On an oscillation Theorem involving the Chebyshev function and the zeros of the Riemann zeta function Define $\theta(x)=\sum_{p\leq x} \log p $, where $p>1$ denotes a prime.
Nicolas proved that if the Riemann zeta function $\zeta(s)$ vanishes for some $s$ with $\Re(s)\leq 1/2 + b$, where $b\in(0, 1/2)$, then 
$$\log\Big(e^{\gamma}(\log \theta(x))\prod_{p\leq x} (1-p^{-1})\Big)=\Omega_{\pm }(x^{-b}).$$
Is the reverse necessarily true ? It appears so to me, since
$$\theta(x)=x +O(\sqrt{x})-\sum_{\rho} \frac{x^{\rho}}{\rho},$$
where the sum is over the complex zeros of $\zeta$ and $\prod_{p\leq x} (1-p^{-1})\sim e^{-\gamma}(\log x)^{-1} ?$
 A: The result Nicolas proved (Theorem 3, Jean-Louis Nicolas. Petites valeurs de la fonction d'Euler, J. Number Theory, 17, 1983, 375--388, paper linked HERE) is actually not quite what is claimed in this post, but:
$\log\Big(e^{\gamma}(\log \theta(x))\prod_{p\leq x} (1-p^{-1})\Big)=\Omega_{\pm }(x^{b-\frac{1}{2}-\epsilon})$, for all $\epsilon > 0$, where $0< b < \frac{1}{2}$ is such that RZ has a zero with real part $\frac{1}{2} + b$, so it is in the classical spirit as the worse RH fails (the higher the supremum of the real part of the critical zeros), the stronger the claimed $\Omega$. 

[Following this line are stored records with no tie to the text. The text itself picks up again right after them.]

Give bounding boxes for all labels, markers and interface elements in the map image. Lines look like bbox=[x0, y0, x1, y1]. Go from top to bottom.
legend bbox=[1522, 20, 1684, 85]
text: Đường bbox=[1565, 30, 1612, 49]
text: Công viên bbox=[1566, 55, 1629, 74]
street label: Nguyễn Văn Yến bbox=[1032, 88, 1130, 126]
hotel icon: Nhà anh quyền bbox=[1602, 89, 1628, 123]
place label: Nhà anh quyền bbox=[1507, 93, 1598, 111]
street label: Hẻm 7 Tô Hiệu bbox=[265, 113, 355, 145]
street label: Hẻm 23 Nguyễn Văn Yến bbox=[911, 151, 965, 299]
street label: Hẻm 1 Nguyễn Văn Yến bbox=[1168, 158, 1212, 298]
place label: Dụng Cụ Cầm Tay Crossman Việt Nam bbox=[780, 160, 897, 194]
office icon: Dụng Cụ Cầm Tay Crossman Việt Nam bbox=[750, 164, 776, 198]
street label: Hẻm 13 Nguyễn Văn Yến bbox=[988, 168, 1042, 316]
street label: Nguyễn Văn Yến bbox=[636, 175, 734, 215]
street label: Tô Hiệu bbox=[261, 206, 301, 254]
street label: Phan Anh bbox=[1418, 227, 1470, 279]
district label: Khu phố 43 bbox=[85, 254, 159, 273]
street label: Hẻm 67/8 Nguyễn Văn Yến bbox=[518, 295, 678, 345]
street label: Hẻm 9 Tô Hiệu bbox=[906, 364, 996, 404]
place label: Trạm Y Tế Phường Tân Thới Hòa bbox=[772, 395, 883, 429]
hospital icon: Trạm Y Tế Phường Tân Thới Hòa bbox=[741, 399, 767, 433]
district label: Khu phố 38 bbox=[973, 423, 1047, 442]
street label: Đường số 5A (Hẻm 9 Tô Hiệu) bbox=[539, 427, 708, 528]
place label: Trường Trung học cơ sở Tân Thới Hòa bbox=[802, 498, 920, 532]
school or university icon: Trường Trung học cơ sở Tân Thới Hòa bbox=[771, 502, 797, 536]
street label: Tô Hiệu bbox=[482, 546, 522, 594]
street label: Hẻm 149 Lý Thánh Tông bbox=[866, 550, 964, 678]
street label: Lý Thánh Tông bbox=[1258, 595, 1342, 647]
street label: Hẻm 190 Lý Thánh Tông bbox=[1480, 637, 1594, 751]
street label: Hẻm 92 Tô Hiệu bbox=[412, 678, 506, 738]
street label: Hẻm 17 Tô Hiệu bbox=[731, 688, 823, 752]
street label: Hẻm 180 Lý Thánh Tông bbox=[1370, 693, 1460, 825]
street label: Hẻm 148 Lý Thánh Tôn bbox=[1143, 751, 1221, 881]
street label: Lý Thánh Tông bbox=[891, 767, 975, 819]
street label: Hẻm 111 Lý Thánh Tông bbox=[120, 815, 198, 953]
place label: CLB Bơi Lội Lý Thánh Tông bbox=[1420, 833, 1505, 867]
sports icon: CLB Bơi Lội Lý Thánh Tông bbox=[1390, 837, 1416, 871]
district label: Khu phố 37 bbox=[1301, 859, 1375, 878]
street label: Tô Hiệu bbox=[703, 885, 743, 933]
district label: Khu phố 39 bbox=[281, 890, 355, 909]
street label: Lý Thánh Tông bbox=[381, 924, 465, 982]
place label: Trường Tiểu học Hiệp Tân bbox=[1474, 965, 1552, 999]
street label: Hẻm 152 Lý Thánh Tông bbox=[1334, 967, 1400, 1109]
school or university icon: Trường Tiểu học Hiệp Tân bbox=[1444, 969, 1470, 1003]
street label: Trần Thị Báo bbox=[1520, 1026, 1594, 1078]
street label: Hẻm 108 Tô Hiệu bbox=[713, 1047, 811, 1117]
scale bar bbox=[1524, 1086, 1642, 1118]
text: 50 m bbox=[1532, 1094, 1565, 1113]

The estimate claimed in the post above is wrong (obviously because it is stronger for a weaker claim, not to speak that since RZ always vanishes on the critical line the claim of the post would imply the estimate to be true for $b$ going to zero and that contradicts the later claim when RZ is true). Using the zeros symmetry around the critical line, one can rephrase the $\Omega$ result to:
$\log\Big(e^{\gamma}(\log \theta(x))\prod_{p\leq x} (1-p^{-1})\Big)=\Omega_{\pm }(x^{-\beta-\epsilon})$, for all $\epsilon > 0$, where $0< \beta < \frac{1}{2}$ is such that RZ has a zero with real part $\beta$
He also proved that if RH is true $\log\Big(e^{\gamma}(\log \theta(x))\prod_{p\leq x} (1-p^{-1})\Big)x^{\frac{1}{2}}\log x$ is always negative for $x>2$, has inferior limit $\log{4\pi}-4-\gamma$ and superior limit less or equal to $\gamma - \log{4\pi}$ which are both close to $-2$, so obviously any $\Omega$ result as above with a power $x^{-\beta}, 0 < \beta < \frac{1}{2}$ dispproves RH, with the lower the $\beta$ the worse RH fails, while any $O$ result gives bounds on the supremum of the real parts of critical zeros, with the higher the $\beta$ the better the bounds
A: Actually, in the paper cited in answer one, the following is proved:
$\log (e^\gamma\log(\theta(x))\prod_{p\le x}(1-1/p))<0$ for $x\ge 3$ if and only if the Riemann Hypothesis holds ... I don't know how to link to other posts, but essentially this same question is asked again (this one came first).